Sometimes a test does not run in a build for a variety of reasons, which leaves its status as "n/a". In this case, even though a test may have regressed, it will not be listed as a regression. An example can be seen here
Other times, a bad baseline is used, which can hide errors. For example, let's say a release is tested (the desired baseline), and then a release candidate is pushed and tested, and then a very small change is made to the release candidate and it is pushed once more. Any failures introduced in the initial RC will not be shown in the subsequent RC, because it will use the previous build as a baseline, rather than the previous release.
To improve this situation, a test should be able to say "failing for N builds", so that it can be evaluated accordingly.

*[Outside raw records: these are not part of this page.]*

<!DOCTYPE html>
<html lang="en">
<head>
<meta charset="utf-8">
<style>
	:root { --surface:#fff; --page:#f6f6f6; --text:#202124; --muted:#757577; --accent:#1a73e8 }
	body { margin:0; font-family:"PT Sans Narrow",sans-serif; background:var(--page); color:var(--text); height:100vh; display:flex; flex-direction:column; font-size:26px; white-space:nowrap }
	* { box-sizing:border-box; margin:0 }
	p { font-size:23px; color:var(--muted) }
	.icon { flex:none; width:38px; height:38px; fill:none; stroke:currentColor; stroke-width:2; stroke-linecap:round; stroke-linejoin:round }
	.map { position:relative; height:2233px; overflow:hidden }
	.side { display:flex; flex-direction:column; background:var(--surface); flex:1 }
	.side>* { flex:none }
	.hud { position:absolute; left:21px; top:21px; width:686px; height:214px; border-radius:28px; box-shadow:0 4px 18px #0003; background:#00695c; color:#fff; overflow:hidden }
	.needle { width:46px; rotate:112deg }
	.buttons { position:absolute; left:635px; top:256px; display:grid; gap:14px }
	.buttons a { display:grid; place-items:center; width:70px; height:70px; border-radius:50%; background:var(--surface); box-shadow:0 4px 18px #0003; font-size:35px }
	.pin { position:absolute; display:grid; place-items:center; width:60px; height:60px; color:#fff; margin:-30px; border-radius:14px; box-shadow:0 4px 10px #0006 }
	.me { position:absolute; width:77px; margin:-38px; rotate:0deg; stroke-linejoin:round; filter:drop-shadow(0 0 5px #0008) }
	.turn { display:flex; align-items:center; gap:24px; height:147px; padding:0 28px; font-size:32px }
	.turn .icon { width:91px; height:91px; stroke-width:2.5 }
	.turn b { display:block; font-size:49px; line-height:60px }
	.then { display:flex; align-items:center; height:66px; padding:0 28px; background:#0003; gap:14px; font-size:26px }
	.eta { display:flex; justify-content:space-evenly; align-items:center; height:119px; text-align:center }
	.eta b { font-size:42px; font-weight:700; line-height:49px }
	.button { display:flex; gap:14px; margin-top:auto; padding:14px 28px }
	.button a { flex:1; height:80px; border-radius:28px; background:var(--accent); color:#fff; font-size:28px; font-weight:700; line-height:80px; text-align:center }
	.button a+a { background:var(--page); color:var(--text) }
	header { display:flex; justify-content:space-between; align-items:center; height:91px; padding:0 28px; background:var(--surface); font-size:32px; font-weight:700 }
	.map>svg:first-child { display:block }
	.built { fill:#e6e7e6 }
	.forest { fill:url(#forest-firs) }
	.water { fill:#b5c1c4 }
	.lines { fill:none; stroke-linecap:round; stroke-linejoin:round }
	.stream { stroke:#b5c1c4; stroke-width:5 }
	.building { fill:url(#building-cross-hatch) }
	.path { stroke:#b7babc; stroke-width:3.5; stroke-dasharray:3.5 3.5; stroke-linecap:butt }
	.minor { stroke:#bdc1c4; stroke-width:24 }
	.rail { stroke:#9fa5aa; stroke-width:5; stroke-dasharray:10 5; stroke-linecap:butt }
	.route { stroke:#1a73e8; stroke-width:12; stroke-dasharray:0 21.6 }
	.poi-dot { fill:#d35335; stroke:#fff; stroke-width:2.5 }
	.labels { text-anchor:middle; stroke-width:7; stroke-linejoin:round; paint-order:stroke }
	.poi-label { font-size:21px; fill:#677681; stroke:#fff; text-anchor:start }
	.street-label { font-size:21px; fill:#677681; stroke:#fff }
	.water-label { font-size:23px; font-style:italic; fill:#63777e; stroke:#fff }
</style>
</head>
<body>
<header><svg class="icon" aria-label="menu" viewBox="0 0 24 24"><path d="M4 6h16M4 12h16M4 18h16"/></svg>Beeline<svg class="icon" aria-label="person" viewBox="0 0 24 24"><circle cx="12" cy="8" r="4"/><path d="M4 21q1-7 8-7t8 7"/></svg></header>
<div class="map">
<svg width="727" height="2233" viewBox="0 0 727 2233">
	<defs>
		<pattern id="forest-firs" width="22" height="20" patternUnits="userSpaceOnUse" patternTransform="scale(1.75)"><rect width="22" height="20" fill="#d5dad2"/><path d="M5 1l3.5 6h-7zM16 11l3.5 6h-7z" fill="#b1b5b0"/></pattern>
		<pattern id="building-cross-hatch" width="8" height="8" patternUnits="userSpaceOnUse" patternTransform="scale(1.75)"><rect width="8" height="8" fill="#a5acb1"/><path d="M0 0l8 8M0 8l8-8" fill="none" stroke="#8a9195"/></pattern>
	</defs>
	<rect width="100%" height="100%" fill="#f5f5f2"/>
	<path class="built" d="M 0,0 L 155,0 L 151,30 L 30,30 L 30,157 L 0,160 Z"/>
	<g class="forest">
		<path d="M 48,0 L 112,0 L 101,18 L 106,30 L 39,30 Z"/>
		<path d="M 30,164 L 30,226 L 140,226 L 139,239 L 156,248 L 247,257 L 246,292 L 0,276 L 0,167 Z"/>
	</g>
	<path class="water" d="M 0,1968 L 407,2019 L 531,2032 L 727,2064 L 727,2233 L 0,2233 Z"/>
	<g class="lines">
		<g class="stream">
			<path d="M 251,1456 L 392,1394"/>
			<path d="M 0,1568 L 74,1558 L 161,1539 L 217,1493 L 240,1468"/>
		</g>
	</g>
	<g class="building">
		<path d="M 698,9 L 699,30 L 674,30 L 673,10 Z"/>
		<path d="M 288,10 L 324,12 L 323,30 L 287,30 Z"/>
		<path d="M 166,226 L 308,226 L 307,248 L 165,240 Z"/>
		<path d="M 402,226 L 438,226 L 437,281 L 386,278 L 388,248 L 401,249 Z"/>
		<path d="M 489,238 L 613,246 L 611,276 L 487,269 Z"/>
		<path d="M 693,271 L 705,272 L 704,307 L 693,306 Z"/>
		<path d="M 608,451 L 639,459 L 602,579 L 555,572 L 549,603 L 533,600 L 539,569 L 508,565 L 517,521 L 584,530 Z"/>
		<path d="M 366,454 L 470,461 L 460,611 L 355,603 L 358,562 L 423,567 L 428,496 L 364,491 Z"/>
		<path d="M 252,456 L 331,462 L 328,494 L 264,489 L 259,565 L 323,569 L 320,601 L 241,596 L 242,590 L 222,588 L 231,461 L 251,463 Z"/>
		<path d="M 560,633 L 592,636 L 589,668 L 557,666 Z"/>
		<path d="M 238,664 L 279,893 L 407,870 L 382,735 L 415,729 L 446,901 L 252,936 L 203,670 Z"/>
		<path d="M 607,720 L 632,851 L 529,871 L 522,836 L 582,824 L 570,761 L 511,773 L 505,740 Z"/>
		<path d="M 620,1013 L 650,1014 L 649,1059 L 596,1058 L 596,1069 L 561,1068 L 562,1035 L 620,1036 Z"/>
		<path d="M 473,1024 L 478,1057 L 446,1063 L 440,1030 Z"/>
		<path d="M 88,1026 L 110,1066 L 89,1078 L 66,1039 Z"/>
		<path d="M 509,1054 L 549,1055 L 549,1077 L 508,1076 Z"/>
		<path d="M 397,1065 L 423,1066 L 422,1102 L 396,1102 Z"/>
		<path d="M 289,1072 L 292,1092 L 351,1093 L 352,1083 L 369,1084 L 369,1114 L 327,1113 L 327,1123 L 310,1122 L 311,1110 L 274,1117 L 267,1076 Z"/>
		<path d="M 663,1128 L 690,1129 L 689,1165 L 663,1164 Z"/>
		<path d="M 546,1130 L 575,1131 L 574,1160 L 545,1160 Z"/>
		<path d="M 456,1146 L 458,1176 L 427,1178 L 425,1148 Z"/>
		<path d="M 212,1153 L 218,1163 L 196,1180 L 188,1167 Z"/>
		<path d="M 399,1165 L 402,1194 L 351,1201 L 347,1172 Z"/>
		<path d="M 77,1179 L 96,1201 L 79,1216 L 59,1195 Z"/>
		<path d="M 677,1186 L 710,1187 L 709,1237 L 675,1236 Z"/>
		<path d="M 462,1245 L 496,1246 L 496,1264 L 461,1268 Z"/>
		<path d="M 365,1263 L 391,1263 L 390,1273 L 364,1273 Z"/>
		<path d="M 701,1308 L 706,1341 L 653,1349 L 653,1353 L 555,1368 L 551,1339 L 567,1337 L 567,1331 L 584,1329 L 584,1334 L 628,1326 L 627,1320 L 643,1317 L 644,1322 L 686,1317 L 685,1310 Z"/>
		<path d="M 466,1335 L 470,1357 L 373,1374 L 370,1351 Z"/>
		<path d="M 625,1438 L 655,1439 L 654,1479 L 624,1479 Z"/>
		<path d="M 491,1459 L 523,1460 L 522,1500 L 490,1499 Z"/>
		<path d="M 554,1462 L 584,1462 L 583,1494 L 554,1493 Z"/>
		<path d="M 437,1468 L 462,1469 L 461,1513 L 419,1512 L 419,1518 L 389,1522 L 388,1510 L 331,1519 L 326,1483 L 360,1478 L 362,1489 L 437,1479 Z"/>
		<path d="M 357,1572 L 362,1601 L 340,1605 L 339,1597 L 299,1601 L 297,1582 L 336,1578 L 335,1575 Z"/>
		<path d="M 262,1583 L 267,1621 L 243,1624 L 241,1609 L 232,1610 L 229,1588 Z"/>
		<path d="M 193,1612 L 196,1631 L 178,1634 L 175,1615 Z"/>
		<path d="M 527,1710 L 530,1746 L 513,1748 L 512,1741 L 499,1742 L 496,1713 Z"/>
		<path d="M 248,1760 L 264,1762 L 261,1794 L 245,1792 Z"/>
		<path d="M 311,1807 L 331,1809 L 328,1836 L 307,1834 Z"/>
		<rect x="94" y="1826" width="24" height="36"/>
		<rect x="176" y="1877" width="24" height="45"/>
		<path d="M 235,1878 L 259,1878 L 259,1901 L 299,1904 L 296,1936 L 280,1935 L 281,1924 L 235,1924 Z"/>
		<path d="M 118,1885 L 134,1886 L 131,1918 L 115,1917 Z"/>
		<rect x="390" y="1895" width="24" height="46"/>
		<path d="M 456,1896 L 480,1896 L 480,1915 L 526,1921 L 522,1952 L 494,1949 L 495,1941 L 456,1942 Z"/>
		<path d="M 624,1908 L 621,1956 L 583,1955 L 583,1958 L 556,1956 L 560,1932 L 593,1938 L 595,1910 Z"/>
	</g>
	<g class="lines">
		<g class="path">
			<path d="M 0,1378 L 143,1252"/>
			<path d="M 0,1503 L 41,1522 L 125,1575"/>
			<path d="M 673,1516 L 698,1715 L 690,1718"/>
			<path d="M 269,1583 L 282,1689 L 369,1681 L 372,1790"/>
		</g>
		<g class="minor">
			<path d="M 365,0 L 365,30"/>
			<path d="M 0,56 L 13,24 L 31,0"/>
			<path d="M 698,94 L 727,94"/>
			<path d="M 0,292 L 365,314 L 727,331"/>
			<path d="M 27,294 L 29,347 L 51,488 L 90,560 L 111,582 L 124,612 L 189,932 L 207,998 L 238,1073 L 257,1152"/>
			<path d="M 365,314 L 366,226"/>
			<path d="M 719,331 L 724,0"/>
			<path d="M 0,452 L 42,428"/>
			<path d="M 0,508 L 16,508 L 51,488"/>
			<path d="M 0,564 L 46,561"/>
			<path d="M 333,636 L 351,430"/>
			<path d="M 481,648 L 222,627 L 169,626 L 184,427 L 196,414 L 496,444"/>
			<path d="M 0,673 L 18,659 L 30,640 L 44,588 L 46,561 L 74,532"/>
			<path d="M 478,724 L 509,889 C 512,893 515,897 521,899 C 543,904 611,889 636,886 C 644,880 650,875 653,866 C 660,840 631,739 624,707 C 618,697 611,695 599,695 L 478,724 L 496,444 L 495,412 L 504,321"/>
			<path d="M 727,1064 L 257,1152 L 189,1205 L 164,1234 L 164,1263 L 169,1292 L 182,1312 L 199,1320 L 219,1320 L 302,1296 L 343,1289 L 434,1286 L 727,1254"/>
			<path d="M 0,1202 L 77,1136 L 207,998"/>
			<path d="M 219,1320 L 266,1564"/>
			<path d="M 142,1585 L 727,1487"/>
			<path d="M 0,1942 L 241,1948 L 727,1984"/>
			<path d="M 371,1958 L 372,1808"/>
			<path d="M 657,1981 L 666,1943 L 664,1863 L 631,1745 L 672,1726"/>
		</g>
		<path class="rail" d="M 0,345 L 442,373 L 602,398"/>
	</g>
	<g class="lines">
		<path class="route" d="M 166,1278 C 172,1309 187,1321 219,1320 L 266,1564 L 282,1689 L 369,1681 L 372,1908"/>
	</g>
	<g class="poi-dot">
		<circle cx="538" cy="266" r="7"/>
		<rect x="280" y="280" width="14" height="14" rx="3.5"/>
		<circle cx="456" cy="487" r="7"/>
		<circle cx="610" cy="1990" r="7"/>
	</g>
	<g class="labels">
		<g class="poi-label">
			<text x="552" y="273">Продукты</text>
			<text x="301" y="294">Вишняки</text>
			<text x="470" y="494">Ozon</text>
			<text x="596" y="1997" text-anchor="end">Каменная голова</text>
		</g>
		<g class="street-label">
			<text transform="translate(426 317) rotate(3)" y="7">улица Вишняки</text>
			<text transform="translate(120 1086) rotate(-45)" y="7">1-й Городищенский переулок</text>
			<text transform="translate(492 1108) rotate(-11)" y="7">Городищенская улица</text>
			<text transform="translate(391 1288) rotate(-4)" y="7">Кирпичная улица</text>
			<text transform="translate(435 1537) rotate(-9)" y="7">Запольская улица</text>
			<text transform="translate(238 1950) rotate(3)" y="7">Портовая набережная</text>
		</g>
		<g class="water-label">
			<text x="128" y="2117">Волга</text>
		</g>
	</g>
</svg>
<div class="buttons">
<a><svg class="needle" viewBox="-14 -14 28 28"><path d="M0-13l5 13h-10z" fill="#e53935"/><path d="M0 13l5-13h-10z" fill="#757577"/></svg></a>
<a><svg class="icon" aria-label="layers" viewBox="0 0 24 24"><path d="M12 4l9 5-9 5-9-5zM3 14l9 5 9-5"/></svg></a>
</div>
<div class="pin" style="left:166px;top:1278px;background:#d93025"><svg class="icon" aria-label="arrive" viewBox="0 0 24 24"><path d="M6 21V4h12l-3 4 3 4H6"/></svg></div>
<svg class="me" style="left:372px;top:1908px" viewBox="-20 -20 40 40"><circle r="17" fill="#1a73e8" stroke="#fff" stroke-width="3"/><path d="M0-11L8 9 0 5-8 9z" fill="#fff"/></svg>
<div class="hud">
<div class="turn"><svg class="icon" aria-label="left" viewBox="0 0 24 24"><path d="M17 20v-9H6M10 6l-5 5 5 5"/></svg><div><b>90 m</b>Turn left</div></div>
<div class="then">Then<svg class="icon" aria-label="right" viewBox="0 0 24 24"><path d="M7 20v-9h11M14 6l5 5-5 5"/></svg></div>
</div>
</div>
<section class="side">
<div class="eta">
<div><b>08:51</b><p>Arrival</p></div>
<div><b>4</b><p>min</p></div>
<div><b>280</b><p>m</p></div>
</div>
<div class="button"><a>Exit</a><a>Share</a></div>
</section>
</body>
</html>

Lastly, some tests intermittently fail. This could be detected by looking through the individual test history of a failing test and determining if it is frequently failing and then passing again.
Then, failing tests could clearly show:
- New regression (i.e. this test was passing and it has now failed for the first time)
- Failing for N builds/Y days (i.e. this test has been failing for some period of time)
- Failing Intermittently (i.e. this test sometimes fails, and sometimes passes)
- Never passed
This mirrors the analysis that we currently do manually on all failures reported in qa-reports.